今年から、絵本の情報・通販サイト「絵本ナビ」を運営する絵本ナビが特別協力として参加。また、10月には2024年度「グッドデザイン賞」を受賞し、特に優れたデザインとして高く評価された「グッドデザイン・ベスト100」にも選出されました。

なお、「ブックサンタ2024」の本の受付期間は、12月25日(水)までとなっています(オンライン書店は12月27日(金)まで)。

 

クリスマスにとどまらない支援の広がりを目指す

当日は、清輔夏輝さん(NPO法人チャリティーサンタ代表理事)、舟井恵さん(NPO法人チャリティーサンタ)、大塚啓志郎さん(ライツ社代表取締役社長)、三芳寛要さん(パイ インターナショナル代表取締役社長)、金柿秀幸さん(絵本ナビ代表取締役社長CEO)、野上由人さん(NICリテールズ執行役員)という出版業界をけん引するゲストが登壇し、各々の経験や知識をもとにさまざまな意見が交わされました。

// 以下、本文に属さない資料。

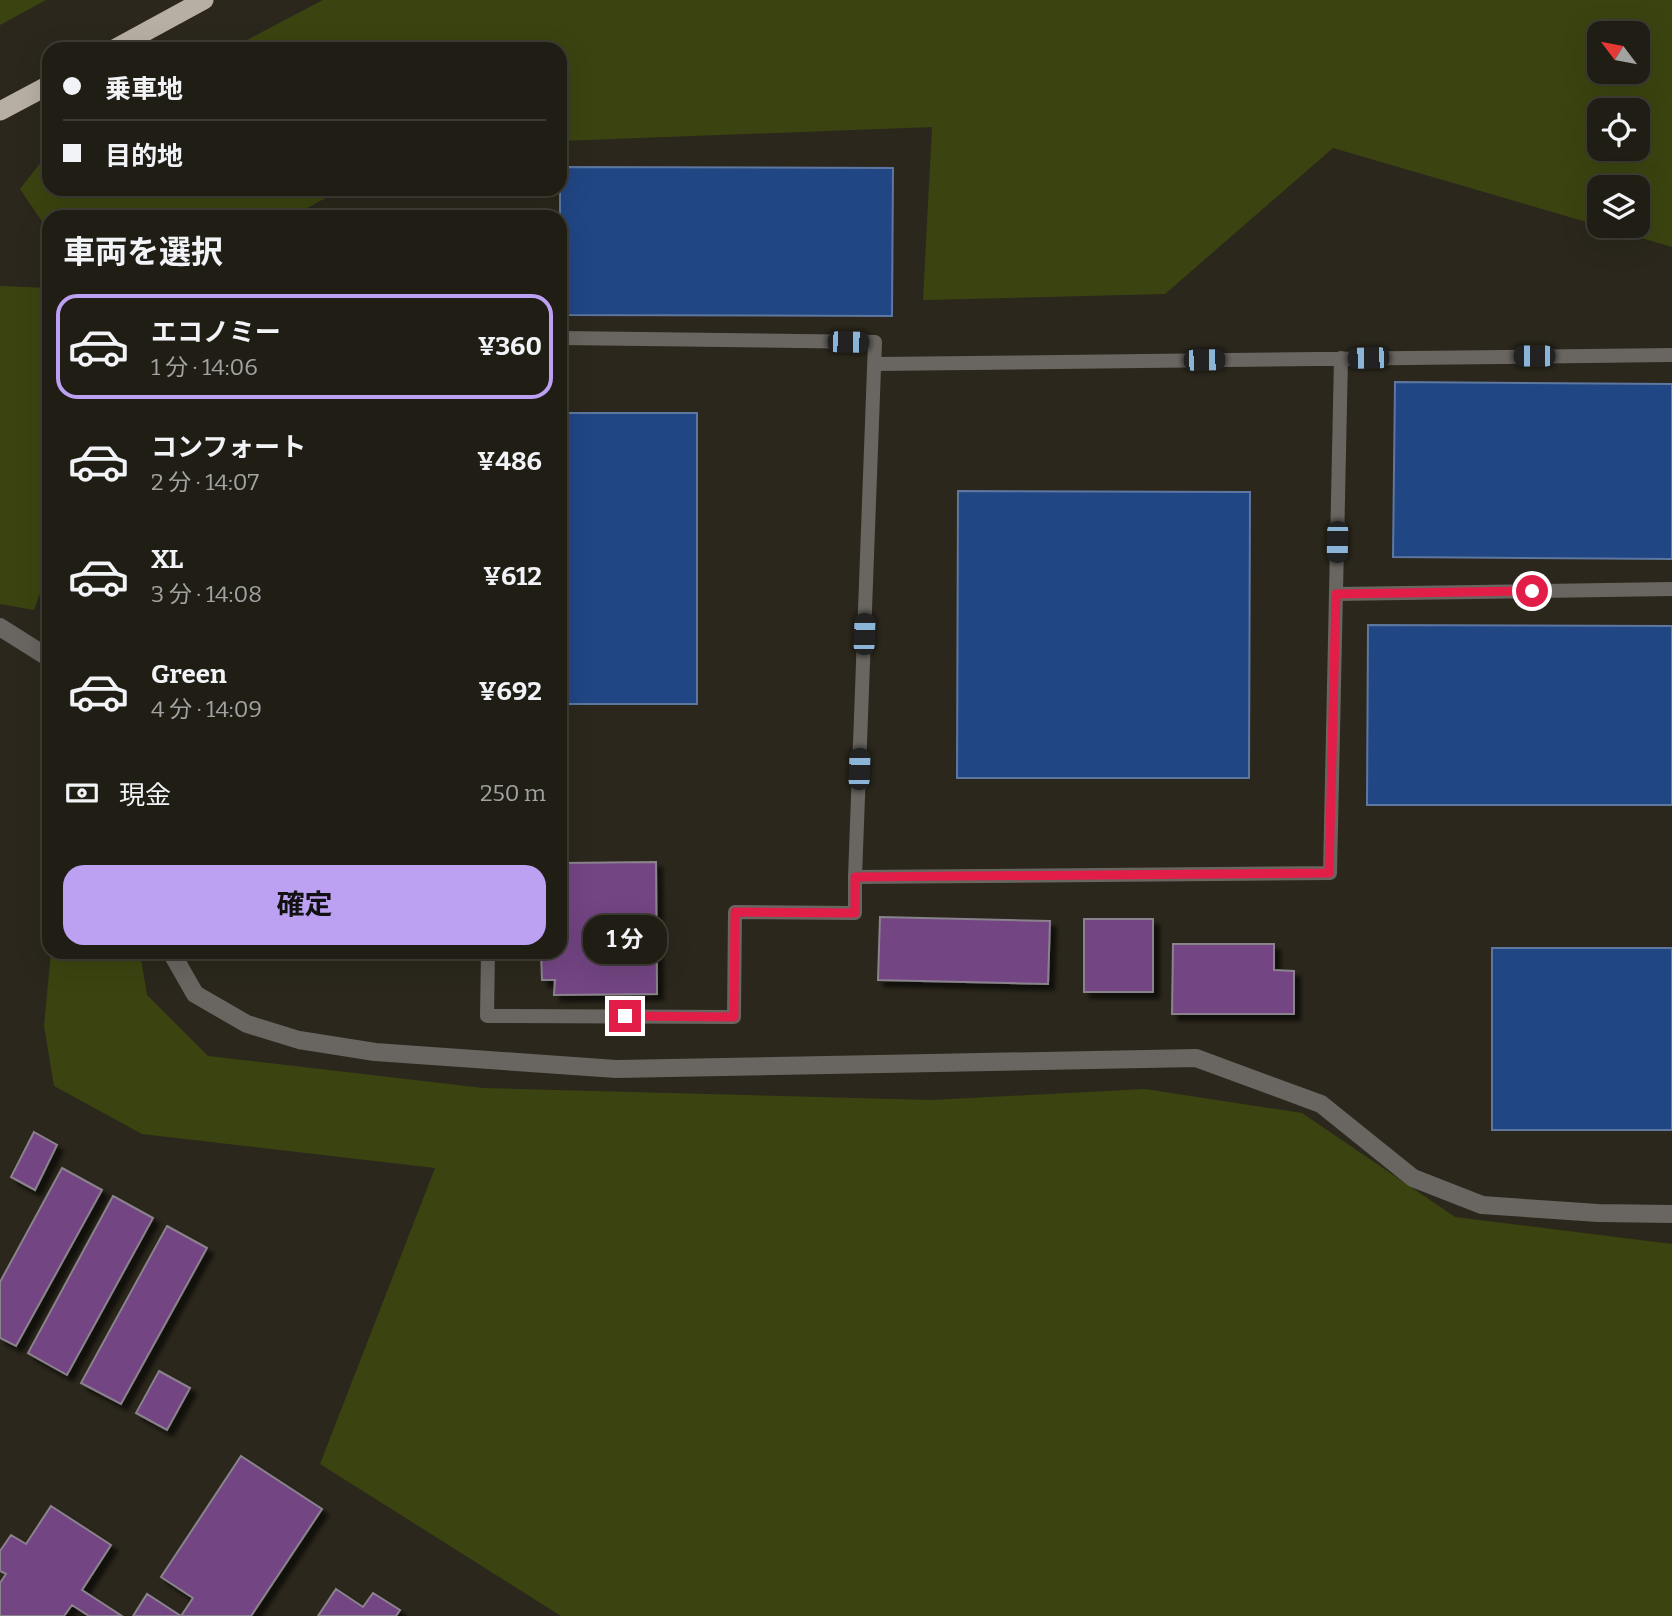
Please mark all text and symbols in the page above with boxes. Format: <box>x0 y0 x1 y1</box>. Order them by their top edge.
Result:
north arrow <box>1587 21 1650 84</box>
map controls <box>1587 21 1650 238</box>
text: 乗車地 <box>105 74 183 105</box>
button: locate <box>1587 98 1650 161</box>
text: 目的地 <box>105 141 183 172</box>
button: layers <box>1587 175 1650 238</box>
text: 車両を選択 <box>63 233 223 271</box>
icon: car <box>67 315 130 378</box>
text: エコノミー <box>151 317 281 348</box>
text: ¥360 <box>478 331 542 362</box>
car <box>827 331 870 353</box>
car <box>1514 346 1556 367</box>
car <box>1347 347 1390 369</box>
car <box>1183 349 1226 371</box>
text: 1 分 · 14:06 <box>151 353 258 381</box>
icon: car <box>67 430 130 493</box>
text: コンフォート <box>151 432 306 463</box>
text: ¥486 <box>477 446 542 477</box>
text: 2 分 · 14:07 <box>151 468 259 496</box>
car <box>1327 521 1348 563</box>
text: XL <box>151 544 183 575</box>
icon: car <box>67 545 130 608</box>
text: ¥612 <box>483 561 542 592</box>
route start <box>1516 575 1548 607</box>
text: 3 分 · 14:08 <box>151 580 262 608</box>
car <box>853 613 876 655</box>
text: Green <box>151 659 227 690</box>
icon: car <box>67 660 130 723</box>
text: ¥692 <box>479 676 542 707</box>
text: 4 分 · 14:09 <box>151 695 262 723</box>
car <box>848 748 871 790</box>
icon: cash <box>63 774 101 812</box>
text: 250 m <box>480 779 546 807</box>
text: 現金 <box>119 780 171 811</box>
button: 確定 <box>63 865 546 945</box>
callout: 1 分 <box>583 914 667 964</box>
text: 1 分 <box>606 925 644 953</box>
route end <box>609 1000 641 1032</box>

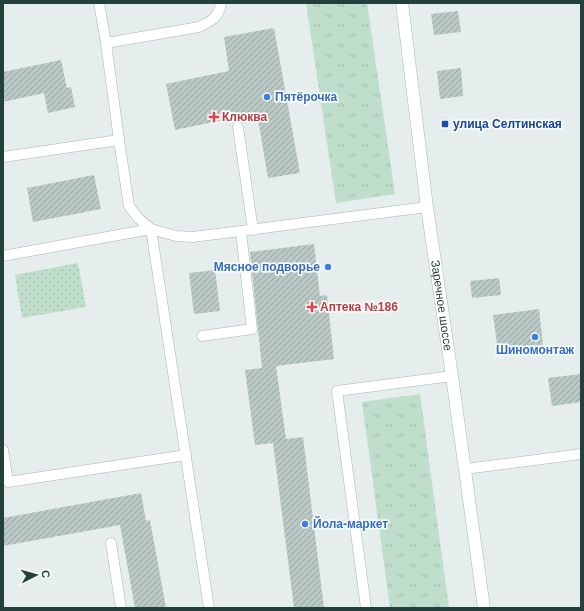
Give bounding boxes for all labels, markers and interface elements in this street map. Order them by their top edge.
place label: Пятёрочка [275,90,338,104]
marker: Пятёрочка [262,92,272,102]
place label: Клюква [222,110,267,124]
marker: Клюква [209,112,219,122]
place label: улица Селтинская [453,117,562,131]
marker: улица Селтинская [440,119,450,129]
street label: Заречное шоссе [428,259,455,352]
place label: Мясное подворье [214,260,320,274]
marker: Мясное подворье [323,262,333,272]
place label: Аптека №186 [320,300,398,314]
marker: Аптека №186 [307,302,317,312]
marker: Шиномонтаж [530,332,540,342]
place label: Шиномонтаж [496,343,575,357]
place label: Йола-маркет [313,516,388,531]
marker: Йола-маркет [300,519,310,529]
north arrow [16,555,56,595]
text: С [40,569,52,579]

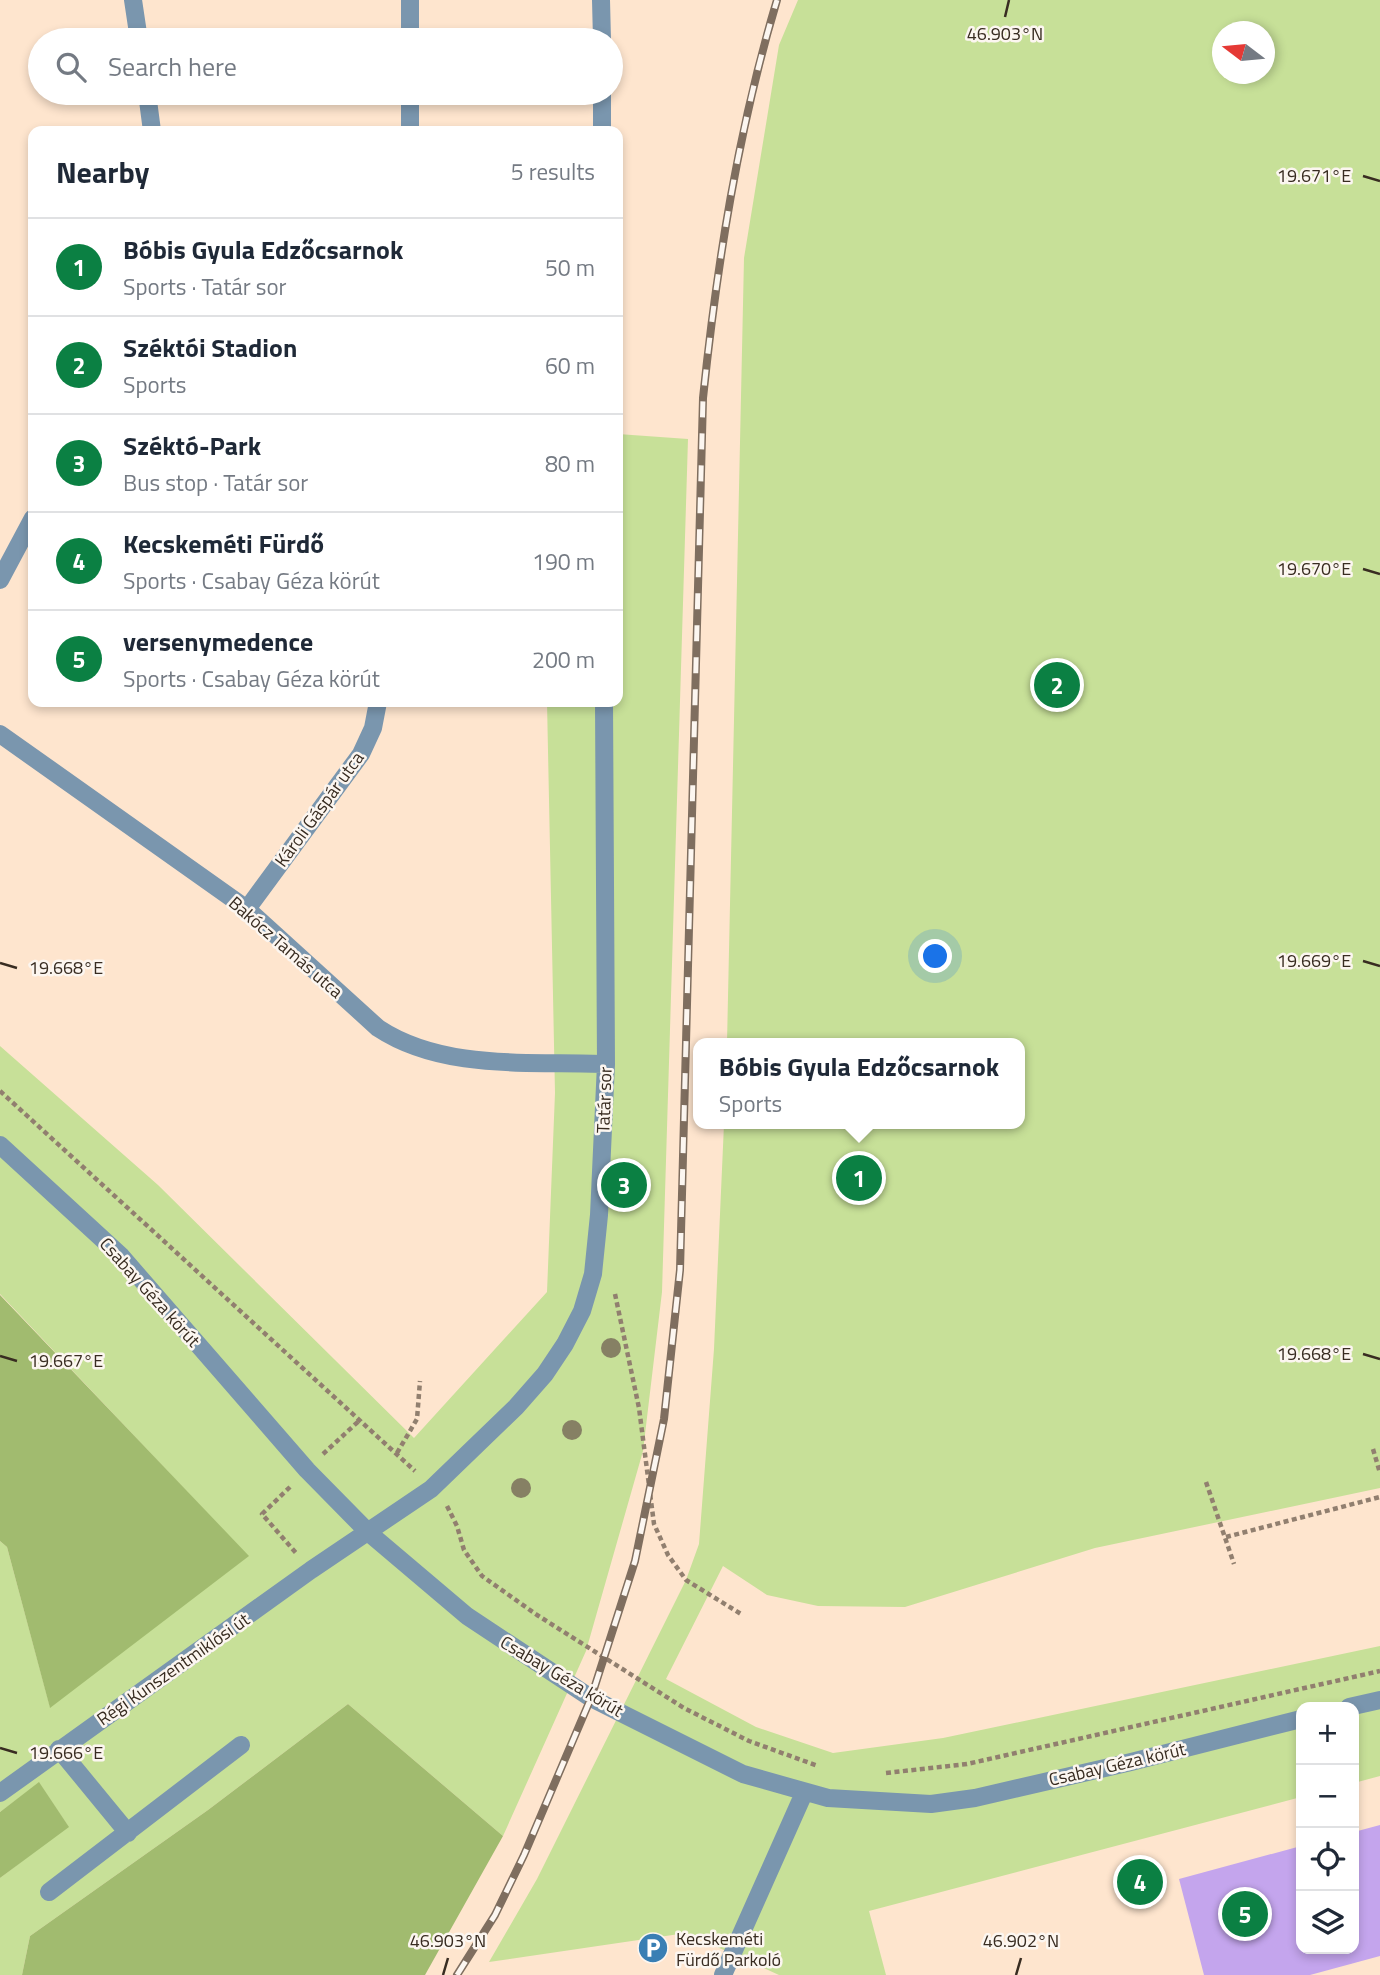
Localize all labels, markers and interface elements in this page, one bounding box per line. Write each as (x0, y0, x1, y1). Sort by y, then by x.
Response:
text: 46.903°N (967, 20, 1043, 47)
north arrow (1212, 21, 1275, 84)
search box (28, 28, 623, 105)
text: Search here (108, 47, 237, 86)
icon: search (52, 48, 90, 86)
text: Nearby (56, 149, 149, 195)
text: 5 results (511, 154, 595, 189)
text: 19.671°E (1277, 162, 1351, 189)
text: Bóbis Gyula Edzőcsarnok (123, 230, 403, 269)
text: 1 (73, 250, 85, 285)
text: 50 m (545, 250, 595, 285)
text: Sports · Tatár sor (123, 269, 287, 304)
text: Széktói Stadion (123, 328, 297, 367)
text: 2 (73, 348, 85, 383)
text: 60 m (545, 348, 595, 383)
text: Sports (123, 367, 186, 402)
text: Széktó-Park (123, 426, 261, 465)
text: 3 (73, 446, 85, 481)
text: 80 m (545, 446, 595, 481)
text: Bus stop · Tatár sor (123, 465, 308, 500)
text: Kecskeméti Fürdő (123, 524, 324, 563)
text: 4 (73, 544, 85, 579)
text: 190 m (532, 544, 595, 579)
text: 19.670°E (1277, 555, 1351, 582)
text: Sports · Csabay Géza körút (123, 563, 380, 598)
text: versenymedence (123, 622, 313, 661)
text: 5 (73, 642, 85, 677)
text: 200 m (532, 642, 595, 677)
pin: 2 (1034, 659, 1080, 711)
text: Sports · Csabay Géza körút (123, 661, 380, 696)
street label: Károli Gáspár utca (268, 746, 370, 872)
street label: Bakócz Tamás utca (223, 890, 349, 1004)
your location (918, 939, 952, 973)
text: 19.669°E (1277, 947, 1351, 974)
text: 19.668°E (29, 954, 103, 981)
popup (693, 1038, 1025, 1129)
text: Bóbis Gyula Edzőcsarnok (719, 1047, 999, 1086)
street label: Tatár sor (589, 1066, 619, 1134)
text: Sports (719, 1086, 782, 1121)
pin: 1 (836, 1152, 882, 1204)
pin: 3 (601, 1159, 647, 1211)
street label: Csabay Géza körút (93, 1231, 207, 1353)
text: 19.668°E (1277, 1340, 1351, 1367)
text: 19.667°E (29, 1347, 103, 1374)
street label: Régi Kunszentmiklósi út (91, 1606, 256, 1732)
street label: Csabay Géza körút (495, 1628, 629, 1724)
map controls (1296, 1702, 1359, 1954)
button: + (1296, 1702, 1359, 1765)
street label: Csabay Géza körút (1046, 1735, 1189, 1793)
text: 19.666°E (29, 1739, 103, 1766)
button: − (1296, 1765, 1359, 1828)
button: locate (1296, 1828, 1359, 1891)
pin: 4 (1117, 1856, 1163, 1908)
pin: 5 (1222, 1888, 1268, 1940)
button: layers (1296, 1891, 1359, 1954)
place label: Kecskeméti Fürdő Parkoló (676, 1925, 781, 1973)
text: 46.903°N (410, 1927, 486, 1954)
text: 46.902°N (983, 1927, 1059, 1954)
parking icon: Kecskeméti Fürdő Parkoló (636, 1931, 670, 1965)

はじめに、チャリティーサンタの舟井さんから、ブックサンタのこれまでの軌跡が報告されました。

 

▼ブックサンタの活動を紹介する舟井恵さん(NPO法人チャリティーサンタ)

舟井恵さん(NPO法人チャリティーサンタ)

 

2017年に、58書店の協力によりスタートしたブックサンタですが、2022年には47都道府県すべてで書店の参加が実現。NHKをはじめさまざまな媒体で大きく紹介され、前年比216%となる7.5万冊が寄付として集まりました。徐々に認知が拡大したこともあり、2023年にはリアル書店からの寄付が106,345冊(前年比191%)、オンライン書店やクラウドファンディングをあわせると計128,898冊に到達。参加書店も1,683店舗と大きく増加しました。これまでの累計寄付冊数は27万冊を超えています。

今後は、「クリスマスと誕生日には本のプレゼントが届く社会」として、毎年100万冊を子どもたちに届けられる状態を目指すとのこと。

すでに、クリスマス以外にも誕生日や進学祝いといった、子どもたちにとって特別な日に本のプレゼントが届く支援活動がスタートしていますが、これはチャリティーサンタに寄せられた「誕生日やクリスマスには、子どもに思い出や誰かに思われているという気持ちを届けたいが、難しい」という声に応え、支えたいという思いから実施されています。そのためにも、①子ども、家庭、連携団体とつながり、対象となる子ども50万人にリーチする、②賛同する書店、寄付者を募り、100万冊が集まるようにしていきたい、という2点を今後の目標としています。

代表の清輔さんは、参加者から寄せられた質問に回答しつつ、「子どものために手を差し伸べたい大人はたくさんいると僕は信じていて、その人たちが気軽に行動できるような仕組みや場面を設計していくこと」が重要であり、ブックサンタは「それが書店を通じて叶えられる」とコメント。「ブックサンタは“あなたも誰かのサンタクロース。”がキャッチコピー。大人たちが参加しやすくなる、大人を行動させることが大切だと思っています」とその思いを語りました。

 

▼清輔夏輝さん(NPO法人チャリティーサンタ代表理事)

清輔夏輝さん(NPO法人チャリティーサンタ代表理事)

 

寄付者や届けた家庭からの「声」はこちら

 

さらに多くの人に参加してもらえる“大きなチーム”へ

後半ではゲストが登壇し、事前にゲストから出てきたキーワードに沿ってトークが展開されました。キーワードとして挙げられたのは「主人公は贈る側と受け取る側」「誰もが絵本を自由に読める環境づくり」「適切に届ける仕組み」「広報しすぎない」「シンプルであること」「自分だけの本になる喜び」「持続可能にするために」「SNSの使い方」「大きいチーム」の9つ。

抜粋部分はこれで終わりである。